** TASK DETAILS **
Go through the data below. Pull out every line that has the word "bottom".

- - -

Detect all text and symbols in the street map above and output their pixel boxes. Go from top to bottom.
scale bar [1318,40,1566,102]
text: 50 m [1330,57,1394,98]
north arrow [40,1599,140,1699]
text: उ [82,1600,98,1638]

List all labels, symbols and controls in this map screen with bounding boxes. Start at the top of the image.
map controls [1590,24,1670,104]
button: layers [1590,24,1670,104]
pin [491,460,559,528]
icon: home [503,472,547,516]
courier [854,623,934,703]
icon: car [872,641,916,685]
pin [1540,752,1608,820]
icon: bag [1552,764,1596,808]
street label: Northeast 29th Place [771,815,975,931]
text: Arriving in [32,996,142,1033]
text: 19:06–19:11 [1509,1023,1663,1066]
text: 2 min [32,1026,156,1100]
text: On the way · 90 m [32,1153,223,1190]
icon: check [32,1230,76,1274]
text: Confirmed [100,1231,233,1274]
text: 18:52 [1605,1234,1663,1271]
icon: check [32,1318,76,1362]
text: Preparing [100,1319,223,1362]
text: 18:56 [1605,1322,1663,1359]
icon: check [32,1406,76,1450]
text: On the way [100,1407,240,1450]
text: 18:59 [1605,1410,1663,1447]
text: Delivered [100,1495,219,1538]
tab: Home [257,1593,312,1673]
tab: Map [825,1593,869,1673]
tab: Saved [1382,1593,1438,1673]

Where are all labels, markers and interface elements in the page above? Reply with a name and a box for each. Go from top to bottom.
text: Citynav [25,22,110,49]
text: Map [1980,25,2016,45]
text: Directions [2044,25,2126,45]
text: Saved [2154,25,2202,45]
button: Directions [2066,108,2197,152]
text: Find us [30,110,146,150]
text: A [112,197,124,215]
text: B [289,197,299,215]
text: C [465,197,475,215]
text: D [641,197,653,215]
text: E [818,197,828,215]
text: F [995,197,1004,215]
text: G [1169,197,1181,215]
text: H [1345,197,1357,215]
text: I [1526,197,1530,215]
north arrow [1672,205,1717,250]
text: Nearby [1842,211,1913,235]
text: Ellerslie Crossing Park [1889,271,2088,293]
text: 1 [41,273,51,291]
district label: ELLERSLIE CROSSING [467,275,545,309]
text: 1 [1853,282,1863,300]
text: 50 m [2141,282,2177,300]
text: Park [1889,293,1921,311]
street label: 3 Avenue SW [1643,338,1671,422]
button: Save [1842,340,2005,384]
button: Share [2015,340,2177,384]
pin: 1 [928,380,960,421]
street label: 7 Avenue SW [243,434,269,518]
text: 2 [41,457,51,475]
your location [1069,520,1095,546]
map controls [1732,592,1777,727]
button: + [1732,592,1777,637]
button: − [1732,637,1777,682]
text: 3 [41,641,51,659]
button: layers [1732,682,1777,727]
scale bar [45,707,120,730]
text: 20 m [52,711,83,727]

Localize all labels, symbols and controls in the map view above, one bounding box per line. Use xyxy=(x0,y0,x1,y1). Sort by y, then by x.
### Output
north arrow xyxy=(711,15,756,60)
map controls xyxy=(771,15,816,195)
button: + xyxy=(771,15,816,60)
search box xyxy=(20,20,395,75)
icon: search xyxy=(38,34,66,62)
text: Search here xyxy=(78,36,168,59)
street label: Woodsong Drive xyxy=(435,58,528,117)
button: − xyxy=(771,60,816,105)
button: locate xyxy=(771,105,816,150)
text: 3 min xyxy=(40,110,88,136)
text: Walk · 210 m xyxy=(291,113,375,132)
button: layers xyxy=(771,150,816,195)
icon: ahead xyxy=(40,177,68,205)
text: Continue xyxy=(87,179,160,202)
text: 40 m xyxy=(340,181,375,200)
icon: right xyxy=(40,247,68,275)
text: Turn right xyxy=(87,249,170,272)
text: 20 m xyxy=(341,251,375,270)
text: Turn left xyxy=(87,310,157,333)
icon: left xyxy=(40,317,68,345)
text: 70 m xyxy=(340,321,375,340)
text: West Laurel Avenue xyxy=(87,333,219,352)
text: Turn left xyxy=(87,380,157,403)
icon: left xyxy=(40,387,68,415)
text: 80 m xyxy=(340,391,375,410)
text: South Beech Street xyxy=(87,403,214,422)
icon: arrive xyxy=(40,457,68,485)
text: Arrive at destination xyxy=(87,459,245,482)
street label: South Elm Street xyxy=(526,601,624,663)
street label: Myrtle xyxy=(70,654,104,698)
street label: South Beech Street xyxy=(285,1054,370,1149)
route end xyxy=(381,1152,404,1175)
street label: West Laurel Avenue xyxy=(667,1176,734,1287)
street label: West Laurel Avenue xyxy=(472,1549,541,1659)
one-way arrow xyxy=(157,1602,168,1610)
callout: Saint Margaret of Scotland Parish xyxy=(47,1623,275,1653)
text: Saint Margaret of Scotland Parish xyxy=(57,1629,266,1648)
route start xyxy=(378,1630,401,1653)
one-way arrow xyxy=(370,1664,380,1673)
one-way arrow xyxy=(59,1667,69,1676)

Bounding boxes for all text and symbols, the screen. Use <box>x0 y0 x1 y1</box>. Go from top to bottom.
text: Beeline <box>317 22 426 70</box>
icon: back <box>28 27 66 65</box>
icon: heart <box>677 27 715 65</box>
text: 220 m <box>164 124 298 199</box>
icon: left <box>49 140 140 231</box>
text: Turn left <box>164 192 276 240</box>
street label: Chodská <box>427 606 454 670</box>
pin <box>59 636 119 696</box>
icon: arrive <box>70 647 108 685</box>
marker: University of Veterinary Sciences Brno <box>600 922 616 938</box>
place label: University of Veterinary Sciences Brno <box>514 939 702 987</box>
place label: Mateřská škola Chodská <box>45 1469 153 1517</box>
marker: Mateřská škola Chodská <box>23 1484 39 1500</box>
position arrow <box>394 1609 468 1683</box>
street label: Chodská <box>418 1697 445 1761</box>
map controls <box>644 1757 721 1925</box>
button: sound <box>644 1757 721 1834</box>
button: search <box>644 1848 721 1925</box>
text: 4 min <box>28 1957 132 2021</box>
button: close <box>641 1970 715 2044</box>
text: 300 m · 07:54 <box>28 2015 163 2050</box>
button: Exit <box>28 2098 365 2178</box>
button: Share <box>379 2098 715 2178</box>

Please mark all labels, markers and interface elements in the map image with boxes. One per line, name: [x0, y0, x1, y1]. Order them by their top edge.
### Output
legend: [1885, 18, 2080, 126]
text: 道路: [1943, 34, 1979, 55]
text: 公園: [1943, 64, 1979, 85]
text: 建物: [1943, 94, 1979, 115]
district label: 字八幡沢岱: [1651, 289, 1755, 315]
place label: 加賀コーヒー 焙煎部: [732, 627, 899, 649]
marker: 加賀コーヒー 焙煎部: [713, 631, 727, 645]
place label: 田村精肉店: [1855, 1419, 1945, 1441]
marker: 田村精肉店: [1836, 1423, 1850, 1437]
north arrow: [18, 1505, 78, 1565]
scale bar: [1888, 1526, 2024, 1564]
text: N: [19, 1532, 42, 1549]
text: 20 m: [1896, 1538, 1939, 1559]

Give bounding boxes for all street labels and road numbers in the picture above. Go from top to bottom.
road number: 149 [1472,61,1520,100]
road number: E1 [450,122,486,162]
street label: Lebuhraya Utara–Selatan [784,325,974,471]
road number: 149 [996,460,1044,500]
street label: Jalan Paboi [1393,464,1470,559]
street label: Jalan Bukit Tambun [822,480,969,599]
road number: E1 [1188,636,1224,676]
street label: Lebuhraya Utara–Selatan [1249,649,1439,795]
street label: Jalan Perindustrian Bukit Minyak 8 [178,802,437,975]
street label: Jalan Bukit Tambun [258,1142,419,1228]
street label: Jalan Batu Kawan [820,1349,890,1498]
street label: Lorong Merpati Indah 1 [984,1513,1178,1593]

- - -

** EXERCISE OUTPUT **
Detect all text and symbols in the street map above and output their pixel boxes. Go from top to bottom.
Where are all labels, markers and interface elements in the page above? Reply with a name and a box for each. Go from top to bottom.
Bounding boxes for all text and symbols, the screen. Use <box>x0 y0 x1 y1</box>. Go from top to bottom.
Give bounding boxes for all street labels and road numbers in the picture above. Go from top to bottom.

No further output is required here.